Task directions: Search the entries for the word "down". Copy every line where it turns up.

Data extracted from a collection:
┌────────

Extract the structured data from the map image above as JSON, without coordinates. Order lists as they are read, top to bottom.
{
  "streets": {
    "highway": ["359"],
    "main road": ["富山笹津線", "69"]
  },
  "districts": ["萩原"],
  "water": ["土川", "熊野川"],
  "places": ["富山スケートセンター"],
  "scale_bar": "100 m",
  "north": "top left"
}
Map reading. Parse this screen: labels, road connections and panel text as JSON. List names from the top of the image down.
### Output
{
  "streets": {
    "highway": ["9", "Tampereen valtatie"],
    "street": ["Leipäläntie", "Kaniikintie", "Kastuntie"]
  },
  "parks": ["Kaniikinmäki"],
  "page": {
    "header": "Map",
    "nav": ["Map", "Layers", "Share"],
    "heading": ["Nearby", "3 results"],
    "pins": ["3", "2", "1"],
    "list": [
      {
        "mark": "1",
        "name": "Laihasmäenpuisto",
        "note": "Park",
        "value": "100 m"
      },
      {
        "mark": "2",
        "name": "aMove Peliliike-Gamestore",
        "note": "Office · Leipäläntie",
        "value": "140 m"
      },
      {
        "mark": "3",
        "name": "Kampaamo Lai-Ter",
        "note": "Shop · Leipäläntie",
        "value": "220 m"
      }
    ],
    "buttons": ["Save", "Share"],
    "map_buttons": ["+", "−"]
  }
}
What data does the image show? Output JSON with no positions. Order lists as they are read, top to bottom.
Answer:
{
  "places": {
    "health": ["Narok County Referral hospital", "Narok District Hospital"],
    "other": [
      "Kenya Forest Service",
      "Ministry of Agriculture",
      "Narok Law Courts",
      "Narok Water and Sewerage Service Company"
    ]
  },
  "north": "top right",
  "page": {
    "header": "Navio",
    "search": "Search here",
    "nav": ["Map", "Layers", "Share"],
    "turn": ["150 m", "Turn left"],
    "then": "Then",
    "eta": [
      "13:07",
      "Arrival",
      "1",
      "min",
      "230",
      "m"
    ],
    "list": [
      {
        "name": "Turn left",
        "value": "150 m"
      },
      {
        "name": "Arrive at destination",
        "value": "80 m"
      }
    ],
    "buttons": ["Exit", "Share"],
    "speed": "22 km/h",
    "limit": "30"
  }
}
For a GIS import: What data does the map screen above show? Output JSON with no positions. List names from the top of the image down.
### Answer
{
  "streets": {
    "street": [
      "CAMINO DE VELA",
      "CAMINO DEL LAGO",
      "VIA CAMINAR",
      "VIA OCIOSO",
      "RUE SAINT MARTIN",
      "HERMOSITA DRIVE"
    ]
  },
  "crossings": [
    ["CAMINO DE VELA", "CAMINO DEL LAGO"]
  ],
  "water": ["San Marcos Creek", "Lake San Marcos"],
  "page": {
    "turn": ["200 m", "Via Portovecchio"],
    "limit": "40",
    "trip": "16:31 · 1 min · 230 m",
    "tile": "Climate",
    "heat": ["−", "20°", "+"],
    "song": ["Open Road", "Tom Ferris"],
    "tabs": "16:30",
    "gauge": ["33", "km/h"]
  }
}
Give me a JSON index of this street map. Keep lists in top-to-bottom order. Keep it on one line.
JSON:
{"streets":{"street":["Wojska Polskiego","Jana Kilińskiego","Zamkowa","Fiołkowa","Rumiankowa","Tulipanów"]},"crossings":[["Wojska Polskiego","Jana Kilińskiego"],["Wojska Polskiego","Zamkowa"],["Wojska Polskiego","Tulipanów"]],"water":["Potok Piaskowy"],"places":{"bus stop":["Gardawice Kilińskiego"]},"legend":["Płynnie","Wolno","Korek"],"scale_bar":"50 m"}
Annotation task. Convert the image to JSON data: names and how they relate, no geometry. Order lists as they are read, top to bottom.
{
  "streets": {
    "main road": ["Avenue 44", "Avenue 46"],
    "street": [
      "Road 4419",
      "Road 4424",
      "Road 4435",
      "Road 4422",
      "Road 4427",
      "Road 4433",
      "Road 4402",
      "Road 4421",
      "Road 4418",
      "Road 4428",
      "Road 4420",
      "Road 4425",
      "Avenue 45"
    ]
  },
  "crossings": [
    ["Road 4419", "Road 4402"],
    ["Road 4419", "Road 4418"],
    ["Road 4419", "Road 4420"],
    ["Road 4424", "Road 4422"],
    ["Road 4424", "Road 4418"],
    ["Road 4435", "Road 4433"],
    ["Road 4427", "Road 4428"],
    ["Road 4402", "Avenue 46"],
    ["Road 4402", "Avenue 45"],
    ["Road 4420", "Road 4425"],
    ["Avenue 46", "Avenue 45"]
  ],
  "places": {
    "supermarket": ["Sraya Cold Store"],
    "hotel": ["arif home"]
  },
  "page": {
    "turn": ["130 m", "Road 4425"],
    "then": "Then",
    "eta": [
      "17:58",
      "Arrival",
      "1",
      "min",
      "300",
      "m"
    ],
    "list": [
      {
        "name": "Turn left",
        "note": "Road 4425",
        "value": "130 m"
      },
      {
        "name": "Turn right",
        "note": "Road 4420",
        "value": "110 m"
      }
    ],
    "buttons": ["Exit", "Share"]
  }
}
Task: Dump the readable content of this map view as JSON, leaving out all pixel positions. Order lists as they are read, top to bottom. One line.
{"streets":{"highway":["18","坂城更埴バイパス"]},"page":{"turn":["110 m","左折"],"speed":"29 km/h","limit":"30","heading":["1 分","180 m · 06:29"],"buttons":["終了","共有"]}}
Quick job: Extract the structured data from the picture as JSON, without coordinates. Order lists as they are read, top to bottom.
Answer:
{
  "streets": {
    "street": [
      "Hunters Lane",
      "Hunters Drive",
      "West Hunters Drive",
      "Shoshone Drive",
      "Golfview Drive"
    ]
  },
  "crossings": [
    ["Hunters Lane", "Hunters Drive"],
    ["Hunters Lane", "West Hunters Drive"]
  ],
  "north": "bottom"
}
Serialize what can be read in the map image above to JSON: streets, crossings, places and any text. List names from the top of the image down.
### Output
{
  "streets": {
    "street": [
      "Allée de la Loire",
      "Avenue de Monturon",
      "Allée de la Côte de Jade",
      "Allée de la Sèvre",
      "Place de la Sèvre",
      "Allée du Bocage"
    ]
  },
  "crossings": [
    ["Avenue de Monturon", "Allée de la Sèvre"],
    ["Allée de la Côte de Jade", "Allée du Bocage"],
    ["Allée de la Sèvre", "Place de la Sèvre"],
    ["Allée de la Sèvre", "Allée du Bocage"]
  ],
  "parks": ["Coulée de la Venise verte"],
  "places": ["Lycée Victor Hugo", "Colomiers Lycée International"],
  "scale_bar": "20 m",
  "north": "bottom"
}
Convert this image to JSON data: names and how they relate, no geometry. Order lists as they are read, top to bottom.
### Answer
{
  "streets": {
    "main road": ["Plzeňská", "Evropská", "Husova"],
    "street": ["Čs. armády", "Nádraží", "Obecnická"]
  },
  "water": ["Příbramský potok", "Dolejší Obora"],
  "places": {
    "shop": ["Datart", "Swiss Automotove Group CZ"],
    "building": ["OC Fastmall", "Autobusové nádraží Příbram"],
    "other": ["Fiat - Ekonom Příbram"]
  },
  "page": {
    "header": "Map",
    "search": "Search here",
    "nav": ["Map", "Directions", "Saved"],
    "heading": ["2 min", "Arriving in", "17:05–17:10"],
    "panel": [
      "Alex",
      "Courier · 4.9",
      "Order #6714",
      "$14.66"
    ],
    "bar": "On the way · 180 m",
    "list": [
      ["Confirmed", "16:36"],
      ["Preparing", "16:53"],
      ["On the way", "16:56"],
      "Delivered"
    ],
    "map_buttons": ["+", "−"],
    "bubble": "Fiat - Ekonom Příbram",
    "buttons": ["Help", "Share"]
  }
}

└────────

Answer to the exercise:
Map reading. Parse this screen: labels, road connections and panel text as JSON. List names from the top of the image down.
For a GIS import: What data does the map screen above show? Output JSON with no positions. List names from the top of the image down.
Serialize what can be read in the map image above to JSON: streets, crossings, places and any text. List names from the top of the image down.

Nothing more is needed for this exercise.